The Complete Magazine on Open Source

Apache OpenNLP: A Command Line Approach

SHARE
/ 2321 0

Main

Natural language processing (NLP) is a field of computer science, artificial intelligence and computational linguistics that explores the relationship between computers and natural languages. The Apache OpenNLP library is a machine learning toolkit, which processes natural language text written in Java. It supports most NLP tasks.

OpenNLP is an open source library for processing natural language texts using inbuilt machine learning tools. It is a toolkit from the Apache Software Foundation to support the most common NLP tasks, such as tokenisation, sentence detection and name finding.
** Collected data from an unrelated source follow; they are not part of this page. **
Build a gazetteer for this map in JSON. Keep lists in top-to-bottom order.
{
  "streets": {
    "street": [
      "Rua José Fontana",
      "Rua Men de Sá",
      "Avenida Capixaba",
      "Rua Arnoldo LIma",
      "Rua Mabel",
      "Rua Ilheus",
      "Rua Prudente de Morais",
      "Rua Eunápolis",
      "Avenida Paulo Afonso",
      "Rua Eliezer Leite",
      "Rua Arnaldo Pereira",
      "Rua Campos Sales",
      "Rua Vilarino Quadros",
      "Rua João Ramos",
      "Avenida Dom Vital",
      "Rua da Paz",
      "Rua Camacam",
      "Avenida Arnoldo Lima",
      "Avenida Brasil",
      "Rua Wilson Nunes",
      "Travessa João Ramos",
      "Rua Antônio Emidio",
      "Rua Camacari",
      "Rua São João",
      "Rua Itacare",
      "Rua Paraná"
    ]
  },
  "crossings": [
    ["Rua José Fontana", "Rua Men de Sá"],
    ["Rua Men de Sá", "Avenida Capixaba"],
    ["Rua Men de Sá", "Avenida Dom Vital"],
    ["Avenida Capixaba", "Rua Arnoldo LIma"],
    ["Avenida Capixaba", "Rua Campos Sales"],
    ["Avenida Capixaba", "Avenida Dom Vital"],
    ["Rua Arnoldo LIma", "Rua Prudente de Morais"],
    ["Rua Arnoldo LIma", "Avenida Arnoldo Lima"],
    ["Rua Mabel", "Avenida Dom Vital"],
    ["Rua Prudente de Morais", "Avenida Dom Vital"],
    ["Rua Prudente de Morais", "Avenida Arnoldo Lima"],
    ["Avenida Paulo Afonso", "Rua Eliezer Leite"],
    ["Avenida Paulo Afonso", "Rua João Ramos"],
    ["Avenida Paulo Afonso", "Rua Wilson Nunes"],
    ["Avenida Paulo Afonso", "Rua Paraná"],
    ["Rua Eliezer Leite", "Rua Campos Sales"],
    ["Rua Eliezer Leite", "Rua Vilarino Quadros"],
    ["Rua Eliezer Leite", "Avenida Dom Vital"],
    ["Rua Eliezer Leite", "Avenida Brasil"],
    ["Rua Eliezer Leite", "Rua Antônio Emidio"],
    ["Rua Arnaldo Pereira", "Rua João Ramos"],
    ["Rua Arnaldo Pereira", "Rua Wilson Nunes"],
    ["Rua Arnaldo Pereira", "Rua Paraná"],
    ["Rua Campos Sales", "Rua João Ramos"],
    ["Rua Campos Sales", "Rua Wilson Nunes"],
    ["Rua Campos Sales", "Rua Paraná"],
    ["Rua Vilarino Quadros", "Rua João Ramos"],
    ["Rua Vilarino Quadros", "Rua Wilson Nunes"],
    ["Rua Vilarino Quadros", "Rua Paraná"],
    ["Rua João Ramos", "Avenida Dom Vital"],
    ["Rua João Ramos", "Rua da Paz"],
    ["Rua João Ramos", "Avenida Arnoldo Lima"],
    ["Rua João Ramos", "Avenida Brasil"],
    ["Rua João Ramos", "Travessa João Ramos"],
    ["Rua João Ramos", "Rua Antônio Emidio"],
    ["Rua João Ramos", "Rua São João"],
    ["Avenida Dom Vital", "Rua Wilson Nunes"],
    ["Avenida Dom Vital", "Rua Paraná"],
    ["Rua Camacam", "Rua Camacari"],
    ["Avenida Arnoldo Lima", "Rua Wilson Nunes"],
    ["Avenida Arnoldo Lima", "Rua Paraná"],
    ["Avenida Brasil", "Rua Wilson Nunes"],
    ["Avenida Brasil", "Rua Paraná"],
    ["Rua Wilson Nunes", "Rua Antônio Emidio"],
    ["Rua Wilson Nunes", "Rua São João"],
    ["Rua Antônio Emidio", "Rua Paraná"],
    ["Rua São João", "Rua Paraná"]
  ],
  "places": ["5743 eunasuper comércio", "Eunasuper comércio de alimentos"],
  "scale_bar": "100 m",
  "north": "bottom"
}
This library can be downloaded from the Apache mirror site http://mirror.fibergrid.in/apache/opennlp/opennlp-1.5.3. This demonstration uses OpenNLP version 1.5.3. The binary tar file apache-opennlp-1.5.3-bin.tar.gz is extracted and located under the /usr/local/apache-opennlp-1.5.3 directory of Ubuntu Linux.
It is necessary to download the pre-trained models for the OpenNLP 1.5 series from the site http://opennlp.sourceforge.net/models-1.5/. The following pre-trained models are used for tokenising, sentence detection and name finding in English language texts.
Tokenizer: Trained on OpenNLP training data – en-token.bin
Sentence Detector: Trained on OpenNLP training data – en-sent.bin
Name Finder: Location name finder model – en-ner-location.bin
Name Finder: Person name finder model – en-ner-person.bin
Name Finder: Organisation name finder model– en-ner-organization.bin
This is going to be demonstrated on an Ubuntu 12.04 LTS Linux system in this article.
Figure 1 shows the English language text file inp_sentence.txt used for testing the OpenNLP tools for the entire sequence of activity.

Figure 1

Figure 1: Input text file

Figure 2

Figure 2: Token separation

The first step
Test the command opennlp in Linux under the location /usr/local/apache-opennlp-1.5.3/bin.

Tokenisation
Tokeniser segments input character sequences into tokens. Tokens are usually words, punctuation, numbers, etc.
The result of the SimpleTokenizer tool with input text file inp_sentence.txt is shown in Figure 2.

Sentence detection
The sentence detector detects each sentence based on the punctuation symbols like the full stop (.) and question mark (?).
The result of the SentenceDetector tool using the pre-trained model en-sent.bin is shown in Figure 3.

Figure 3

Figure 3: Sentence detection

Figure 4

Figure 4: Finding the location of a name

Figure 5

Figure 5: Finding a person

Name finder (finding the location of a name)
The name finder can detect named entities and numbers in text – like the names of famous persons, locations and organisations. We need to have pre-trained models to detect entities. The example in Figure 4 shows the process of finding the location in a file inp_sentence.txt by using the model en-ner-location.bin. The locations are marked as <START:location> India <END>. The command given in Figure 4 is actually the pipelining of both tokenising and token name finding using the tools TokenizerME and TokenNameFinder, respectively.

Name finder (finding a person)
The example given in Figure 5 shows the process of finding the person in a file inp_sentence.txt by using the model en-ner-person.bin. The persons are marked as <START:person> Bill Gates <END>. The command in Figure 5 actually pipelines both tokenising and token name finding, using the tools TokenizerME and TokenNameFinder, respectively.

Figure 6

Figure 6: The input file for finding an organisation

Figure 7

Figure 7: The output when finding an organisation

Name finder (finding an organisation)
Figures 6 and 7 show the process of finding an organisation in a file inp_sentence.txt by using the model en-ner-organization.bin. The results are marked as <START:organization> Intel <END>. The command in Figure 6 is actually pipelining both tokenising and token name finding using the tools TokenizerME and TokenNameFinder, respectively.